Rust — write gunzip from scratch 12 Link to heading
In this series, we will be writing gunzip decompressor from scratch in Rust. We want to write it ourselves not only to learn Rust but also to understand how it .gz compression works under the hood. For full source code, check out this Github repo. You can find all articles of the series below
- part 1:
main()function and skeletal structure - part 2:
bitreadmodule for reading bits from a byte stream - part 3:
gzipheader & footer for parsing the metadata and checksum - part 4:
inflatefor block type 0 (uncompressed) data - part 5:
codebookandhuffman_decodermodules for decoding Huffman codes - part 6:
lz77andsliding_windowmodules for decompressing LZ77-encoded data - part 7:
inflatefor block type 1 and 2 (compressed) data using fixed or dynamic Huffman codes - part 8:
checksum_writemodule for verifying the decompressed data - part 9: performance optimization
- part 10: multithread support
- part 11: streaming support
- part 12: memory optimization
- part 13: bug fix to reject non-compliant
.gzfile
I thought I was done with the series as of part 11, but I figured I could continue to improve it. I won’t go into every detail anymore; instead, I will go over some of the major update/improvement to the program. Today, we will optimize our implementation to reduce its memory footprint.
Profile memory usage Link to heading
First, let’s measure how much memory the program consumes. A simple proxy is to use GNU time command to output maximum resident set size (RSS)
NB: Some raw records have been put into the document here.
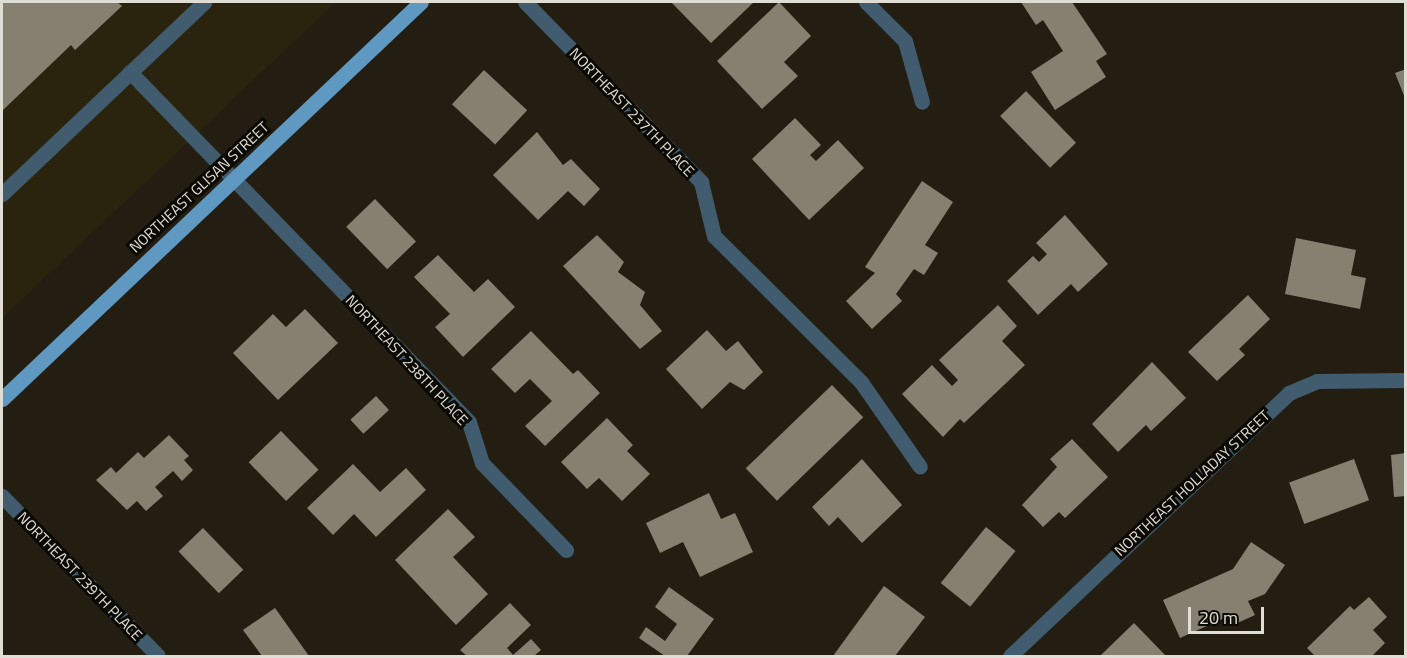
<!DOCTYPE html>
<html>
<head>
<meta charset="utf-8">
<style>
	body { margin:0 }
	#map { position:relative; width:1407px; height:658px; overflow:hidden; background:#231e11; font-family:"Titillium Web",sans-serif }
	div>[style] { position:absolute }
	.built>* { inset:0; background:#2a240f }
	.building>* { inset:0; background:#858070; transform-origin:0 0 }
	.minor>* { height:15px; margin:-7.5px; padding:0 7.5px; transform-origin:7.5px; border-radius:7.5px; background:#415c6f }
	.major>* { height:15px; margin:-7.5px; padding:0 7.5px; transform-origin:7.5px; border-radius:7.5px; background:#5f99c1 }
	span { translate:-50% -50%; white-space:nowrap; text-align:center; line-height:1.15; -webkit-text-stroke:6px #0a0904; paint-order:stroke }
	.street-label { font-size:15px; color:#e0ddd4 }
	.frame { position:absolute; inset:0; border:3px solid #e0ddd4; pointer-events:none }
	.scale { position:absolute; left:1188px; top:607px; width:76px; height:27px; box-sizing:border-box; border:3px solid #e0ddd4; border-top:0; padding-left:8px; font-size:18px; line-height:21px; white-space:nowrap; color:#e0ddd4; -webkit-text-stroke:4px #0a0904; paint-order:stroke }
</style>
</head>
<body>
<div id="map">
	<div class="built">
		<div style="clip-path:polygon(2px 2px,336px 2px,2px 318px)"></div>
	</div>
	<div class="building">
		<div style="clip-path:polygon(2px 2px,117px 2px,122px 6px,75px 50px,71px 45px,2px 111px)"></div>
		<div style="clip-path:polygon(671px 2px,754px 2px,711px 43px)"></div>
		<div style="clip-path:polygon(779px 2px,811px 36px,784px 62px,798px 76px,762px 109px,717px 61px)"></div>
		<div style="clip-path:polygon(1021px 2px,1072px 2px,1107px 54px,1096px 61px,1106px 77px,1055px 110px,1031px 72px,1063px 51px,1043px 20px,1036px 25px)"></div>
		<div style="clip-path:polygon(1406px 69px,1406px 98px,1405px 98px,1395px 73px)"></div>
		<div style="left:484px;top:70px;width:59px;height:47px;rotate:43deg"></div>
		<div style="left:1026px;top:91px;width:72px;height:36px;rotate:46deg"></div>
		<div style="clip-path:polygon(795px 118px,821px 145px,810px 155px,816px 161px,838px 140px,864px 168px,809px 220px,752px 159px)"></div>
		<div style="clip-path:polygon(537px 132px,563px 165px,571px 159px,600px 189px,584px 206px,568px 191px,538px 220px,493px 175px)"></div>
		<div style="clip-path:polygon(922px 181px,953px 202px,925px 245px,938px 253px,924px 275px,914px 269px,896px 294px,902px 301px,872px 329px,846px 301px,875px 273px,865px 267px)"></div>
		<div style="left:375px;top:199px;width:59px;height:40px;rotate:46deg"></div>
		<div style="clip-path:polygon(1065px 215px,1108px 264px,1078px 292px,1071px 284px,1038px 315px,1007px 281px,1033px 256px,1039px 262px,1047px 254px,1036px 243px)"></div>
		<div style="clip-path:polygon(597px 235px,624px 262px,618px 272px,645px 292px,640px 305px,662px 331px,640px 349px,563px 266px)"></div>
		<div style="clip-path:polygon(1296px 238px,1356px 250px,1351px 275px,1366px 278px,1360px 309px,1285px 294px)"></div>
		<div style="clip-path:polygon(438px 255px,474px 292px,488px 279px,515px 307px,463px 357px,435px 327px,450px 314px,414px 277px)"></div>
		<div style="clip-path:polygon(1248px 295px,1270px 319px,1239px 349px,1245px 355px,1217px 381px,1188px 352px)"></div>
		<div style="clip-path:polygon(998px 305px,1017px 326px,1002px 341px,1025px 365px,964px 423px,960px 419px,943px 437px,902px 394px,932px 365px,952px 386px,958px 380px,939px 360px)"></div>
		<div style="clip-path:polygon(305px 309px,338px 343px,278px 400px,233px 353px,273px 314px,286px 327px)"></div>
		<div style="clip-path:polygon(707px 330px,726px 351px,738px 341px,763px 372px,744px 390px,730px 382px,702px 409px,666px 369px)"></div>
		<div style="clip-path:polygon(531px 331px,573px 374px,578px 370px,600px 393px,545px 446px,525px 426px,552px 401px,530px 379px,515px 393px,491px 369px)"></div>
		<div style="clip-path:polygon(1152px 362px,1186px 398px,1151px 431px,1146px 425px,1118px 452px,1092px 424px)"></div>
		<div style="left:832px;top:385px;width:45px;height:120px;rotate:46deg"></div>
		<div style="left:376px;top:396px;width:19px;height:35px;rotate:47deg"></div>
		<div style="clip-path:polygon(607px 418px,633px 445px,627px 451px,650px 474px,622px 501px,599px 478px,587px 489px,561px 462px)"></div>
		<div style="left:281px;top:431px;width:54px;height:45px;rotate:46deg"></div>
		<div style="clip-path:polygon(169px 435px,189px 456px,184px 460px,193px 470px,182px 481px,173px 471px,155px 487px,163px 496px,146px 511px,137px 501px,127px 510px,96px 480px,111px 467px,116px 473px,138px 452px,144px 458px)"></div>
		<div style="clip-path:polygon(1072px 439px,1108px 477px,1065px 518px,1059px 512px,1043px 527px,1022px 505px,1057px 467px,1050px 459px)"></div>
		<div style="clip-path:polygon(1406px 453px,1406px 496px,1394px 497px,1391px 455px)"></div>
		<div style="clip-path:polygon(862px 459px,902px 505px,862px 543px,838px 517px,829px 526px,812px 507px)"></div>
		<div style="left:1354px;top:459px;width:44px;height:69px;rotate:70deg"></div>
		<div style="clip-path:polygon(353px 464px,380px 492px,406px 468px,426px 490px,376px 537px,354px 514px,333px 535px,307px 508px)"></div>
		<div style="clip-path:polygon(709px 493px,721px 519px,735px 513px,753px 552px,700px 577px,683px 542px,660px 553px,646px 523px)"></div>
		<div style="clip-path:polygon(448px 509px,475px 537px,453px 557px,488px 594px,456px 625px,395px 560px)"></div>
		<div style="left:986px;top:527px;width:38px;height:72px;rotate:39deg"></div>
		<div style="left:203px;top:528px;width:58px;height:34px;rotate:46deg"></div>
		<div style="clip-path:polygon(1251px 542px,1285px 565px,1265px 594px,1248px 601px,1255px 615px,1231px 626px,1227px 617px,1180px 638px,1163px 600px,1233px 569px)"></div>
		<div style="clip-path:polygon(884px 586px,925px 617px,895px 656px,833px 656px)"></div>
		<div style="clip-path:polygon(669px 587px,714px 619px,687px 656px,665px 656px,639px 638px,646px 627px,665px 641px,677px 624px,655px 607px)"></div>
		<div style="clip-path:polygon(1369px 597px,1387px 617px,1373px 630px,1385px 643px,1372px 656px,1315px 656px,1307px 648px,1350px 606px,1354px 610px)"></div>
		<div style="clip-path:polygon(510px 603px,531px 625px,507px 648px,513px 655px,531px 639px,541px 650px,534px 656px,467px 656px,460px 650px)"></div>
		<div style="clip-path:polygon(275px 608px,309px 656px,262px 656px,243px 630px)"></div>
		<div style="clip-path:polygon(1134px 623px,1166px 656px,1100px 656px)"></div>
	</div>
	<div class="minor">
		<div style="left:525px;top:2px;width:252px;rotate:45.6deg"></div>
		<div style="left:701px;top:182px;width:56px;rotate:76.5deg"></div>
		<div style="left:714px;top:236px;width:207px;rotate:44.8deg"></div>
		<div style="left:861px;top:382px;width:103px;rotate:55.2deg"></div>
		<div style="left:866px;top:2px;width:55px;rotate:45deg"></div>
		<div style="left:905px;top:41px;width:63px;rotate:74.4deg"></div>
		<div style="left:130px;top:72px;width:487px;rotate:45.9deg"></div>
		<div style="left:469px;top:422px;width:43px;rotate:72.4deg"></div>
		<div style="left:482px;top:463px;width:121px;rotate:46deg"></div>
		<div style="left:2px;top:194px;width:279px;rotate:-43.5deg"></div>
		<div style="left:2px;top:496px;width:223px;rotate:45.7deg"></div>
		<div style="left:1010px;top:656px;width:383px;rotate:-43.3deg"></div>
		<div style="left:1289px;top:393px;width:30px;rotate:-23deg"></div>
		<div style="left:1317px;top:381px;width:89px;rotate:-0.6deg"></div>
	</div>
	<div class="major">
		<div style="left:2px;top:399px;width:577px;rotate:-43.46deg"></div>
	</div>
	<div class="street-label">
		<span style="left:632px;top:112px;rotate:46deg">NORTHEAST 237TH PLACE</span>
		<span style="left:199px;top:187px;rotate:-43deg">NORTHEAST GLISAN STREET</span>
		<span style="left:407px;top:360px;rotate:47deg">NORTHEAST 238TH PLACE</span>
		<span style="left:1192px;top:483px;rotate:-43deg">NORTHEAST HOLLADAY STREET</span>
		<span style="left:80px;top:576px;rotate:46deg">NORTHEAST 239TH PLACE</span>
	</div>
	<div class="frame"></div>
	<div class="scale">20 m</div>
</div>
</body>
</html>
# time is bash built-in command, so we have to invoke GNU time by its full path
$ /usr/bin/time -v target/release/gunzip < linux.tar.gz > linux.tar
Command being timed: "target/release/gunzip"
User time (seconds): 2.11
System time (seconds): 0.40
Percent of CPU this job got: 99%
Elapsed (wall clock) time (h:mm:ss or m:ss): 0:02.52
Average shared text size (kbytes): 0
Average unshared data size (kbytes): 0
Average stack size (kbytes): 0
Average total size (kbytes): 0
Maximum resident set size (kbytes): 10072
...
Our program is consuming about 10MB, which seems OK at first. Let’s compare with a reference, say GNU Gzip
$ /usr/bin/time -v gunzip < /mnt/ramdisk/linux.tar.gz > /mnt/ramdisk/linux.tar
Command being timed: "gunzip"
User time (seconds): 4.61
System time (seconds): 0.26
Percent of CPU this job got: 99%
Elapsed (wall clock) time (h:mm:ss or m:ss): 0:04.88
Average shared text size (kbytes): 0
Average unshared data size (kbytes): 0
Average stack size (kbytes): 0
Average total size (kbytes): 0
Maximum resident set size (kbytes): 1816
...
Though GNU Gzip is much slower than ours, its memory footprint is 5x less than ours at 1.8MB. If GNU Gzip can do this with less than 2MB, we’d better do something to reduce our program’s memory footprint to a comparable size.
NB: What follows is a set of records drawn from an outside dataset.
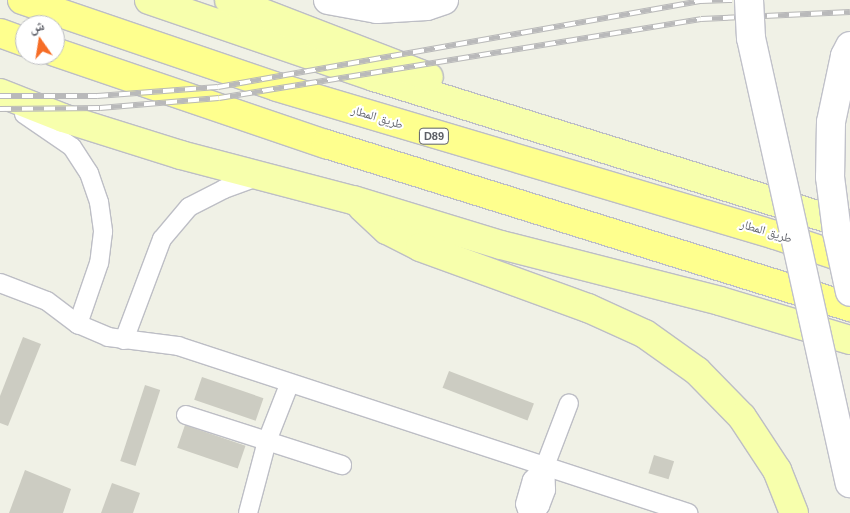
<!DOCTYPE html>
<html>
<head>
<meta charset="utf-8">
<style>
  body { margin:0 }
  #map { position:relative; width:850px; height:513px; overflow:hidden; background:#f0f1e6; font-family:Helvetica,"Noto Naskh Arabic",sans-serif }
  div>[style] { position:absolute }
  [style*='--x'] { left:calc(var(--x)*1px); top:calc(var(--y)*1px); width:calc(var(--w)*1px); rotate:calc(var(--a)*1deg) }
  .building>* { inset:0; background:#ccccc2; transform-origin:0 0 }
  .roads { filter:drop-shadow(1px 0 #bdbec5) drop-shadow(-1px 0 #bdbec5) drop-shadow(0 1px #bdbec5) drop-shadow(0 -1px #bdbec5) }
  .lane>* { height:18px; margin:-9px; padding:0 9px; transform-origin:9px; border-radius:9px; background:#fff }
  .secondary>* { height:28px; margin:-14px; padding:0 14px; transform-origin:14px; border-radius:14px; background:#fff }
  .primary>* { height:28px; margin:-14px; padding:0 14px; transform-origin:14px; border-radius:14px; background:#f7ffac }
  .highway>* { height:28px; margin:-14px; padding:0 14px; transform-origin:14px; border-radius:14px; background:#feff8e }
  .rail>* { height:5.5px; margin-top:-2.75px; transform-origin:0; background:repeating-linear-gradient(90deg,#fff 0 11px,#b9b9ba 0 22px); box-sizing:border-box; border-block:1px solid #b9b9ba }
  .bridges { filter:drop-shadow(1px 0 #c0c1c9) drop-shadow(-1px 0 #c0c1c9) drop-shadow(0 1px #c0c1c9) drop-shadow(0 -1px #c0c1c9) }
  .secondary-bridge>* { height:28px; margin:-14px; padding:0 14px; transform-origin:14px; border-radius:14px; background:#fff }
  span { translate:-50% -50%; white-space:nowrap; text-align:center; line-height:1.15; -webkit-text-stroke:4px #fff; paint-order:stroke }
  .shield-label span { padding:1px 4px; background:#fff; border:1px solid; border-radius:4px; -webkit-text-stroke-width:0 }
  .shield-label { font-size:11px; color:#5d5f67; font-weight:700 }
  .street-label { font-size:12px; color:#5d5f67 }
  .north { position:absolute; left:15px; top:15px; width:50px; height:50px; box-sizing:border-box; background:#fff; border:1px solid #bebfc2; border-radius:50%; rotate:347deg; font-size:14px; font-weight:700; line-height:20px; text-align:center; color:#5d5f67 }
  .north::after { content:''; display:block; margin:auto; width:18px; height:22px; background:#f66d26; clip-path:polygon(50% 0,100% 100%,50% 72%,0 100%) }
</style>
</head>
<body>
<div id="map">
  <div class="building">
    <div style="clip-path:polygon(23px 337px,41px 344px,8px 426px,0 423px,0 396px)"></div>
    <div style="left:449px;top:371px;width:91px;height:18px;rotate:21deg"></div>
    <div style="left:202px;top:377px;width:65px;height:24px;rotate:19deg"></div>
    <div style="left:145px;top:385px;width:16px;height:80px;rotate:18deg"></div>
    <div style="left:185px;top:425px;width:64px;height:24px;rotate:19deg"></div>
    <div style="left:654px;top:455px;width:21px;height:19px;rotate:17deg"></div>
    <div style="clip-path:polygon(25px 470px,71px 489px,63px 513px,9px 513px)"></div>
    <div style="clip-path:polygon(112px 483px,140px 493px,133px 513px,101px 513px)"></div>
  </div>
  <div class="roads">
    <div class="lane">
      <div style="--x:24;--y:114;--w:58;--a:34.5"></div>
      <div style="--x:72;--y:147;--w:31;--a:57"></div>
      <div style="--x:89;--y:173;--w:31;--a:71"></div>
      <div style="--x:99;--y:202;--w:30;--a:82"></div>
      <div style="--x:103;--y:232;--w:31;--a:97"></div>
      <div style="--x:99;--y:263;--w:65;--a:109"></div>
      <div style="--x:0;--y:283;--w:50;--a:21"></div>
      <div style="--x:47;--y:301;--w:39;--a:37"></div>
      <div style="--x:78;--y:324;--w:33;--a:23"></div>
      <div style="--x:108;--y:337;--w:71;--a:7.3"></div>
      <div style="--x:178;--y:346;--w:537;--a:18.13"></div>
      <div style="--x:124;--y:340;--w:108;--a:-69.4"></div>
      <div style="--x:162;--y:239;--w:42;--a:-49.8"></div>
      <div style="--x:189;--y:207;--w:39;--a:-27"></div>
      <div style="--x:224;--y:189;--w:38;--a:-20"></div>
      <div style="--x:186;--y:415;--w:164;--a:17.8"></div>
      <div style="--x:248;--y:513;--w:74;--a:-75.2"></div>
      <div style="--x:267;--y:441;--w:60;--a:-68.6"></div>
      <div style="--x:528;--y:513;--w:9;--a:-108"></div>
      <div style="--x:525;--y:504;--w:25;--a:-74"></div>
      <div style="--x:532;--y:480;--w:19;--a:-47"></div>
      <div style="--x:545;--y:466;--w:67;--a:-69.1"></div>
      <div style="--x:533;--y:513;--w:10;--a:-45"></div>
      <div style="--x:540;--y:506;--w:17;--a:-69"></div>
      <div style="--x:546;--y:490;--w:24;--a:-92"></div>
    </div>
    <div class="secondary">
      <div style="--x:328;--y:0;--w:50;--a:10.4"></div>
      <div style="--x:377;--y:9;--w:50;--a:-3.4"></div>
      <div style="--x:427;--y:6;--w:18;--a:-19"></div>
    </div>
    <div class="primary">
      <div style="--x:149;--y:0;--w:238;--a:18.9"></div>
      <div style="--x:374;--y:77;--w:498;--a:17.3"></div>
      <div style="--x:229;--y:0;--w:214;--a:21.1"></div>
      <div style="--x:0;--y:93;--w:68;--a:21.6"></div>
      <div style="--x:63;--y:118;--w:124;--a:17.4"></div>
      <div style="--x:181;--y:155;--w:178;--a:14.7"></div>
      <div style="--x:353;--y:200;--w:155;--a:16.9"></div>
      <div style="--x:501;--y:245;--w:226;--a:14.3"></div>
      <div style="--x:720;--y:301;--w:136;--a:16.7"></div>
      <div style="--x:362;--y:207;--w:34;--a:43"></div>
      <div style="--x:387;--y:230;--w:37;--a:27"></div>
      <div style="--x:420;--y:247;--w:179;--a:20"></div>
      <div style="--x:588;--y:308;--w:63;--a:24.5"></div>
      <div style="--x:645;--y:334;--w:64;--a:35.4"></div>
      <div style="--x:697;--y:371;--w:64;--a:45.6"></div>
      <div style="--x:742;--y:417;--w:64;--a:56.6"></div>
      <div style="--x:777;--y:470;--w:46;--a:68.4"></div>
    </div>
    <div class="highway">
      <div style="--x:22;--y:0;--w:269;--a:18.8"></div>
      <div style="--x:277;--y:87;--w:520;--a:16.55"></div>
      <div style="--x:775;--y:235;--w:79;--a:18.4"></div>
      <div style="--x:0;--y:33;--w:27;--a:20"></div>
      <div style="--x:55;--y:52;--w:286;--a:18.8"></div>
      <div style="--x:326;--y:144;--w:549;--a:17.28"></div>
    </div>
  </div>
  <div class="rail">
    <div style="--x:0;--y:96;--w:97;--a:0"></div>
    <div style="--x:97;--y:96;--w:121;--a:-4.3"></div>
    <div style="--x:218;--y:87;--w:491;--a:-10.1"></div>
    <div style="--x:701;--y:1;--w:31;--a:-2"></div>
    <div style="--x:0;--y:109;--w:100;--a:-0.6"></div>
    <div style="--x:100;--y:108;--w:119;--a:-4.8"></div>
    <div style="--x:219;--y:98;--w:488;--a:-9.3"></div>
    <div style="--x:701;--y:19;--w:149;--a:-2.7"></div>
  </div>
  <div class="bridges">
    <div class="secondary-bridge">
      <div style="--x:749;--y:0;--w:38;--a:87"></div>
      <div style="--x:751;--y:38;--w:456;--a:77.5"></div>
      <div style="--x:850;--y:46;--w:11;--a:117"></div>
      <div style="--x:845;--y:56;--w:67;--a:102"></div>
      <div style="--x:831;--y:122;--w:55;--a:91"></div>
      <div style="--x:830;--y:177;--w:55;--a:82.7"></div>
      <div style="--x:837;--y:232;--w:61;--a:77.8"></div>
    </div>
  </div>
  <div class="shield-label">
    <span style="left:434px;top:136px">D89</span>
  </div>
  <div class="street-label">
    <span style="left:377px;top:118px;rotate:17deg">طريق المطار</span>
    <span style="left:766px;top:232px;rotate:17deg">طريق المطار</span>
  </div>
  <div class="north">ش</div>
</div>
</body>
</html>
Locate the issue Link to heading
Now, we need to figure out why the program is consuming so much memory. The best tool for this is valgrind. Let’s install the packages we will need today
$ sudo apt install -y valgrind massif-visualizer
We will use massif to record time evolution of memory footprint as the program is executing. Then we will use massif-visualizer to locate which part of the program is consuming the most memory
# run valgrind to generate massif data file
$ valgrind --tool=massif target/release/gunzip < linux.tar.gz > linux.tar
==20788== Massif, a heap profiler
==20788== Copyright (C) 2003-2017, and GNU GPL'd, by Nicholas Nethercote
==20788== Using Valgrind-3.18.1 and LibVEX; rerun with -h for copyright info
==20788== Command: target/release/gunzip
==20788==
==20788==
# run massif-visualizer to easily navigate the data
$ massif-visualizer massif.out.20788
massif-visualizer
On the left, we have time-evolution of memory heap consumption, where the x-axis is time in unit of # instructions and y-axis is memory heap size. On the right, we see each snapshot at different time instances. Expanding the snapshot at the peak, we see 4MB of memory from producer.rs at line 117.
peak memory culprit
Exactly at line 117, we indeed see buf variable, which is accumulating data until the inflate block is complete. Deflate specification does not limit how large a compressed block (type 1 or type 2) can be, so this buf variable can grow as large as the entire uncompressed file size—you can imagine a file that consists of only a single compressed block.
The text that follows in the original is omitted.